PROBLEM STATEMENT:
Copy the records below word for word. Stop after the line that contains "Detect all labels, markers and interface elements in the screen".

GIVEN ENTRIES:
● ● ● ●

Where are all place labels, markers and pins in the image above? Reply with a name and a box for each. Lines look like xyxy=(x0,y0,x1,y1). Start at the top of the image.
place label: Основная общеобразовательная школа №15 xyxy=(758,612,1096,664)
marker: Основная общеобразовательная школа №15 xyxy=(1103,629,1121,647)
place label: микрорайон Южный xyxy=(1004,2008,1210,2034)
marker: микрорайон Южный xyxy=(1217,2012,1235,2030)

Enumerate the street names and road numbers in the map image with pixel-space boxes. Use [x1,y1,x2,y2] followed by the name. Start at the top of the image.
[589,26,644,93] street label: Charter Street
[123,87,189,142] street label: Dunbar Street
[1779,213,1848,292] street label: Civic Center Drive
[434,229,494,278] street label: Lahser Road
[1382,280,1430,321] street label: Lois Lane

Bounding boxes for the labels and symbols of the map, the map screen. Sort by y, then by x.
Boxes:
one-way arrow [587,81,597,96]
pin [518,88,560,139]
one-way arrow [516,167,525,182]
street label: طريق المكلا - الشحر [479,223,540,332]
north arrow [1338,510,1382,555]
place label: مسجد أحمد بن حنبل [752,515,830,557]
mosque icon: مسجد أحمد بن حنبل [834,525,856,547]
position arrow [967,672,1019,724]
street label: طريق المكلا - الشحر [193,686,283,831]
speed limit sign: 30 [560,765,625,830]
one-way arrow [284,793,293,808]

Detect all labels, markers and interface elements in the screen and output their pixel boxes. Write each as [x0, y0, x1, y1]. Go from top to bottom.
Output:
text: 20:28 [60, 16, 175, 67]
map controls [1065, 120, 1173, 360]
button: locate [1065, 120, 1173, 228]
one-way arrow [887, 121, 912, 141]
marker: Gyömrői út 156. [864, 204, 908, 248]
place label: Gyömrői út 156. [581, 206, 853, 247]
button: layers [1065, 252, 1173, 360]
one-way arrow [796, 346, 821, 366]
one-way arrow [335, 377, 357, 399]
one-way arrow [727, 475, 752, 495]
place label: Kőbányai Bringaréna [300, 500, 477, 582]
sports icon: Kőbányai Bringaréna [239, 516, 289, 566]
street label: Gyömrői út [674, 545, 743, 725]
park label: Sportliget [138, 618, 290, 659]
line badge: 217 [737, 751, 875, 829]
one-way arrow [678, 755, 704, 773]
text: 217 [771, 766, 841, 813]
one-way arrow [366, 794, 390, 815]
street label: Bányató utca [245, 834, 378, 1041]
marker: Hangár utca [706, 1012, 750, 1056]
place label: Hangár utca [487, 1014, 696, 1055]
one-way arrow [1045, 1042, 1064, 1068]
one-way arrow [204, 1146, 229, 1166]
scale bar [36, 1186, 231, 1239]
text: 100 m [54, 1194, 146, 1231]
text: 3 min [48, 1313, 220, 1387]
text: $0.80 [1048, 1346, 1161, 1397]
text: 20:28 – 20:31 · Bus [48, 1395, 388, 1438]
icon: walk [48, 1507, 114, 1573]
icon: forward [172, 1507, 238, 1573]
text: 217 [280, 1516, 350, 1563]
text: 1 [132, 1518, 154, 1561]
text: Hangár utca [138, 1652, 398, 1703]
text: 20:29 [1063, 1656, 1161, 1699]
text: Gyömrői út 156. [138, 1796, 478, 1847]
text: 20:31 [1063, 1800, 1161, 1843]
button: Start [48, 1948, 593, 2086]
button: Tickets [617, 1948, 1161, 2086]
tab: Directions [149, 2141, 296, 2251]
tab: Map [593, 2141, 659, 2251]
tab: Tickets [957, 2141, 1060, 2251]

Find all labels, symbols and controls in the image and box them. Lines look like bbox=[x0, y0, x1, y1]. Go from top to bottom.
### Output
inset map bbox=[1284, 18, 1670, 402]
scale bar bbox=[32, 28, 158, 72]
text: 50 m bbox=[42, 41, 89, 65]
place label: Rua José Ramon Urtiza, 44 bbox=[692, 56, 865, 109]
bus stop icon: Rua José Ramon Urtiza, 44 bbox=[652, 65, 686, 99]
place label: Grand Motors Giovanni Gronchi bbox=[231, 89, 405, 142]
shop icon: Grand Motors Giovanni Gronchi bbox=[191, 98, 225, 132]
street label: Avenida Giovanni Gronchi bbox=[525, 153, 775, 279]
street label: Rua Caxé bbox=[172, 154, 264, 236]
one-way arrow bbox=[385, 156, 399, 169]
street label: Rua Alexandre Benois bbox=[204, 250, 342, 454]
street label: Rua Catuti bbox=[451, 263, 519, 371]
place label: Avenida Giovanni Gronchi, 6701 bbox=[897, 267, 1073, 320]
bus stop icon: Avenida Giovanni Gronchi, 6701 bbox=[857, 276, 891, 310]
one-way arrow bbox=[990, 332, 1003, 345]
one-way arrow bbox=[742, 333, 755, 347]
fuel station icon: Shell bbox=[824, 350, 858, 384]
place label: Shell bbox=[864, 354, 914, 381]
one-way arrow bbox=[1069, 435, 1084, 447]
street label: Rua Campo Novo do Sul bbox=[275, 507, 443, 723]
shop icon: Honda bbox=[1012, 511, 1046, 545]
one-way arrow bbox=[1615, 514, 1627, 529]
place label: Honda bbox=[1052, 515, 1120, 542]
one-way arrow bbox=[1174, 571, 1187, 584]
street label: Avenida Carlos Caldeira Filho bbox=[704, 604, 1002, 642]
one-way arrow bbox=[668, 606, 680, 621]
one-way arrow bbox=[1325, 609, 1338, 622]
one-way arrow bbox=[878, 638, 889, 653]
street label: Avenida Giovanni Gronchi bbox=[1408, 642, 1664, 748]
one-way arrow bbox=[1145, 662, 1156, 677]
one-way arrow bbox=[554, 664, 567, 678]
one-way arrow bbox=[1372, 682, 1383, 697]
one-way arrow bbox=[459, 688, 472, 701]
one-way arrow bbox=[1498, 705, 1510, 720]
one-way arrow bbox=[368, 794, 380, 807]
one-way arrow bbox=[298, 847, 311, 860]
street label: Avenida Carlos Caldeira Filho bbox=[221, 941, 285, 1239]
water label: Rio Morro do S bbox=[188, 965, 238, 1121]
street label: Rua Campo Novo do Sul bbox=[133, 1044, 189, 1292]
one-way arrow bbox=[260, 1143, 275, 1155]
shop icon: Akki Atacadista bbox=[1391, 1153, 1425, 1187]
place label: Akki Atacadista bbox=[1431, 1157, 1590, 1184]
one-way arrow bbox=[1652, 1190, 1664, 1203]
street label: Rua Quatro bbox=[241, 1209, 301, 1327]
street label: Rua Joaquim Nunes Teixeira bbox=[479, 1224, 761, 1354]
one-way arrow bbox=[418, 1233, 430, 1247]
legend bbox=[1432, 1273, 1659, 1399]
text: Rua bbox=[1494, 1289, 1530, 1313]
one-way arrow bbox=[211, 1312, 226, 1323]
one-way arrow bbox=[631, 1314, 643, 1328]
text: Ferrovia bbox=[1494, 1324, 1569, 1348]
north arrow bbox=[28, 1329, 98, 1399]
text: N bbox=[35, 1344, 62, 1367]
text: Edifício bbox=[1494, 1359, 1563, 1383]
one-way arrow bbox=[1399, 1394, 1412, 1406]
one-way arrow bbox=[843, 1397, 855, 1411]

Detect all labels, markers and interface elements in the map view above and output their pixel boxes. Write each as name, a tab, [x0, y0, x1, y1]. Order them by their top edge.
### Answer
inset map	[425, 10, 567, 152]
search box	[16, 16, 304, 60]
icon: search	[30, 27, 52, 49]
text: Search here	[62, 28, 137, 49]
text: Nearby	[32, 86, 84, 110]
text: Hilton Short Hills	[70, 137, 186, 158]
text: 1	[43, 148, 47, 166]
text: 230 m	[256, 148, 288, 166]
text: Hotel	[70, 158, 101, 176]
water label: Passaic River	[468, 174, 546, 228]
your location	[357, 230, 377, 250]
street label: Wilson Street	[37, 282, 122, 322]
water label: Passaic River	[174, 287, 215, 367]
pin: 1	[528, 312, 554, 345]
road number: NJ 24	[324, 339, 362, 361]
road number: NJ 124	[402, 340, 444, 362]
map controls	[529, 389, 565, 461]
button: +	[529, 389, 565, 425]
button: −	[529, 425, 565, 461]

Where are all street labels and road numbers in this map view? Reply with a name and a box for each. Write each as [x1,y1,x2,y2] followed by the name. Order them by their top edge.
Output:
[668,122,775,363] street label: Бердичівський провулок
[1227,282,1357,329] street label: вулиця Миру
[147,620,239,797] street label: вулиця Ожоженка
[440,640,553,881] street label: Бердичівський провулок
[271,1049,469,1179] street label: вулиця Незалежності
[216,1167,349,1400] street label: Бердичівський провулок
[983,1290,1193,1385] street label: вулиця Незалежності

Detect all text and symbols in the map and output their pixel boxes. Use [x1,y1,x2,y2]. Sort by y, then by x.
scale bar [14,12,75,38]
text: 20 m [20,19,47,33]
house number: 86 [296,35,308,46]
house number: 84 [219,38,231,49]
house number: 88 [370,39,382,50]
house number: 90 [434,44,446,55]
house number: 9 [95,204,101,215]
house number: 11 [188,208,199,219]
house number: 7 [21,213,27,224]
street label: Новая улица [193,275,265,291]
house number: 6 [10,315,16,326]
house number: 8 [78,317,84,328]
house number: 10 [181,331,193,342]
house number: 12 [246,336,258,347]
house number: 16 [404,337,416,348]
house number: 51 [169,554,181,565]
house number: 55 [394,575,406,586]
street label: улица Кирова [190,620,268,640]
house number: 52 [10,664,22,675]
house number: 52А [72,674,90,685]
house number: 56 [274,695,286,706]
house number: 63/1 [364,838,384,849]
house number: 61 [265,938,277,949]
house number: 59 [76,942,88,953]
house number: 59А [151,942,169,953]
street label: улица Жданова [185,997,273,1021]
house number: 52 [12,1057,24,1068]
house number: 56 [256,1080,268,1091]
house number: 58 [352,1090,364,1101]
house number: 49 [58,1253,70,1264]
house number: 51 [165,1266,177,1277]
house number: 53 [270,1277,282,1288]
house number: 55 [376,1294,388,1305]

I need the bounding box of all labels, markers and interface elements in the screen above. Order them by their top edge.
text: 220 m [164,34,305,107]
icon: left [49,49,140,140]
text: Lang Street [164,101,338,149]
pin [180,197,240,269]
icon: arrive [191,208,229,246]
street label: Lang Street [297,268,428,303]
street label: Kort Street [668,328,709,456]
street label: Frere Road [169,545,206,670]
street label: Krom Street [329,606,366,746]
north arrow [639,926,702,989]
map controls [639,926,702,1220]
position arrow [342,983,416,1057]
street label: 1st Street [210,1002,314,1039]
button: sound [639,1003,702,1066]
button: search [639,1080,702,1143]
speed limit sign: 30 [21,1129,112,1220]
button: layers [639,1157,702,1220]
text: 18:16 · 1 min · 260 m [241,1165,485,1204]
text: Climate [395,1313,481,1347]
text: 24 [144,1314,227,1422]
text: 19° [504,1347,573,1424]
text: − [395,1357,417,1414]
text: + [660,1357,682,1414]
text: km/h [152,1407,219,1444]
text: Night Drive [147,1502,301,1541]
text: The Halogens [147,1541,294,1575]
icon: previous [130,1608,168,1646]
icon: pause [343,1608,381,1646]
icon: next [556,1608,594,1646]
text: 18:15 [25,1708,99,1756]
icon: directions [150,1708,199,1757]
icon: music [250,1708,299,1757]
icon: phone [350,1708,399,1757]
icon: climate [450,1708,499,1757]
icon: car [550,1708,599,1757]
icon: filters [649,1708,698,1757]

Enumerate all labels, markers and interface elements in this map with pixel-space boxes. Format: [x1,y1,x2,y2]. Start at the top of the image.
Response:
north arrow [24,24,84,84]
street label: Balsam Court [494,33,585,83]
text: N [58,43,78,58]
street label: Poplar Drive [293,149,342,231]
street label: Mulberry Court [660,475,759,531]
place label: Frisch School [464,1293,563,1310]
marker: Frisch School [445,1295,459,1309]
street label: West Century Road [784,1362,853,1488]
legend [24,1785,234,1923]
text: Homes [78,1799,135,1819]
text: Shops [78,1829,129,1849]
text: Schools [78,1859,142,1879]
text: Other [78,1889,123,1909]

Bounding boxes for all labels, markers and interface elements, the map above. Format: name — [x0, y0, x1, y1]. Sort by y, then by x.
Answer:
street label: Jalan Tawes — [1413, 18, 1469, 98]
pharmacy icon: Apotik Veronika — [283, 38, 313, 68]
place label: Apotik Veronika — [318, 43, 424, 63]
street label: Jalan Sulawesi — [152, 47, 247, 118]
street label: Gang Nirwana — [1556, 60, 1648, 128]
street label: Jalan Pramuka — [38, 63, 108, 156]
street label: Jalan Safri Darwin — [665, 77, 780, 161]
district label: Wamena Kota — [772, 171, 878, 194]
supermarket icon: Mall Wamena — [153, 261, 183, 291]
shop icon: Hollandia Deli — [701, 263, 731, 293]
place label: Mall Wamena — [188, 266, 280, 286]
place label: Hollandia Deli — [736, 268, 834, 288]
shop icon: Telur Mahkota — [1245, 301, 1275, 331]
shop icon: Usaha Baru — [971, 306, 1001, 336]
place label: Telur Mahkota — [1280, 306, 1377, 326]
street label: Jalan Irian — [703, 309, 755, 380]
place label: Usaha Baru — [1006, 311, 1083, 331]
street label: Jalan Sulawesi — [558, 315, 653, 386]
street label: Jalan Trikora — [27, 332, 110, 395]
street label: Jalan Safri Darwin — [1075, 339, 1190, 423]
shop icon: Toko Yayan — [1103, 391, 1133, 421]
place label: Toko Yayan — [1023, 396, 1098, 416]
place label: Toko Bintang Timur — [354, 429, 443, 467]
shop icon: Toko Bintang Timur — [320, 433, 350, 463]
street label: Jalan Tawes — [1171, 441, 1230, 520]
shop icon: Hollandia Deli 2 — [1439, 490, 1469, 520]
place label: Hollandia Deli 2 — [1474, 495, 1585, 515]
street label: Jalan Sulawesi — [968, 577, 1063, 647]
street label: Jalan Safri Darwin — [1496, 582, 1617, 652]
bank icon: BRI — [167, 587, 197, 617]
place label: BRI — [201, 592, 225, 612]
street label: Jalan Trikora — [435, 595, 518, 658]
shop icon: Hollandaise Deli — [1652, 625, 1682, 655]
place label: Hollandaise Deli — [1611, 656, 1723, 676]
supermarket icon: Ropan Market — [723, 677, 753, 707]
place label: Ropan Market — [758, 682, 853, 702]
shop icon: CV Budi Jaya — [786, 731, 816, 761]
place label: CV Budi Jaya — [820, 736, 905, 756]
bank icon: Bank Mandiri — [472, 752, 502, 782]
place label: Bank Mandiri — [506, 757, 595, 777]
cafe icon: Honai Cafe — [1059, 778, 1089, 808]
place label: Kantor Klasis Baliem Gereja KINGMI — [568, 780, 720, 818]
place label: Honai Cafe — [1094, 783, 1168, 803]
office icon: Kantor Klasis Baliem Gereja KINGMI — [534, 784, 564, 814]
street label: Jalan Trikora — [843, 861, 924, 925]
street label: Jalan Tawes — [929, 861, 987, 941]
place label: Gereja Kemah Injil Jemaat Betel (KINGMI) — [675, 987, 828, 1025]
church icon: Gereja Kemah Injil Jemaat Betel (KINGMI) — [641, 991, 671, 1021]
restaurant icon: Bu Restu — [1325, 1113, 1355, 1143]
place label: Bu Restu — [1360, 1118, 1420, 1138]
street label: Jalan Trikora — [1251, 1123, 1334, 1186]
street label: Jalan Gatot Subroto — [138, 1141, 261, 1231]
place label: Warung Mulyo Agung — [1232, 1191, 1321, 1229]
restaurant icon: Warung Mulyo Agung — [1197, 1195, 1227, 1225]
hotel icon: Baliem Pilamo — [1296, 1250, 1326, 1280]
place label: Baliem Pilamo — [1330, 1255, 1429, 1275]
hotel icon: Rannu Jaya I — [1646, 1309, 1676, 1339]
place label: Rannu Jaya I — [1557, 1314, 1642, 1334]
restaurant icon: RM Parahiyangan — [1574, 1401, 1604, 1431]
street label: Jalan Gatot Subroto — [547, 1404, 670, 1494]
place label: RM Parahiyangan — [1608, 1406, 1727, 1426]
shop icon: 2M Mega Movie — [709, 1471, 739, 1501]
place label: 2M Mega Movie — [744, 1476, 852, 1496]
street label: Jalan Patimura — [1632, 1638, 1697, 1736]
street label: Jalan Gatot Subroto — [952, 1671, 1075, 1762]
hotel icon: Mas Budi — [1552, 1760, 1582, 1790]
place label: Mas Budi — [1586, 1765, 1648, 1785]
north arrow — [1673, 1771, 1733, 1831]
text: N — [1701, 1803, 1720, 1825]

● ● ● ●

OUTPUT OF THE TASK:
Where are all place labels, markers and pins in the image above? Reply with a name and a box for each. Lines look like xyxy=(x0,y0,x1,y1). Start at the top of the image.
place label: Основная общеобразовательная школа №15 xyxy=(758,612,1096,664)
marker: Основная общеобразовательная школа №15 xyxy=(1103,629,1121,647)
place label: микрорайон Южный xyxy=(1004,2008,1210,2034)
marker: микрорайон Южный xyxy=(1217,2012,1235,2030)

Enumerate the street names and road numbers in the map image with pixel-space boxes. Use [x1,y1,x2,y2] followed by the name. Start at the top of the image.
[589,26,644,93] street label: Charter Street
[123,87,189,142] street label: Dunbar Street
[1779,213,1848,292] street label: Civic Center Drive
[434,229,494,278] street label: Lahser Road
[1382,280,1430,321] street label: Lois Lane

Bounding boxes for the labels and symbols of the map, the map screen. Sort by y, then by x.
Boxes:
one-way arrow [587,81,597,96]
pin [518,88,560,139]
one-way arrow [516,167,525,182]
street label: طريق المكلا - الشحر [479,223,540,332]
north arrow [1338,510,1382,555]
place label: مسجد أحمد بن حنبل [752,515,830,557]
mosque icon: مسجد أحمد بن حنبل [834,525,856,547]
position arrow [967,672,1019,724]
street label: طريق المكلا - الشحر [193,686,283,831]
speed limit sign: 30 [560,765,625,830]
one-way arrow [284,793,293,808]

Detect all labels, markers and interface elements in the screen and output their pixel boxes. Write each as [x0, y0, x1, y1]. Go from top to bottom.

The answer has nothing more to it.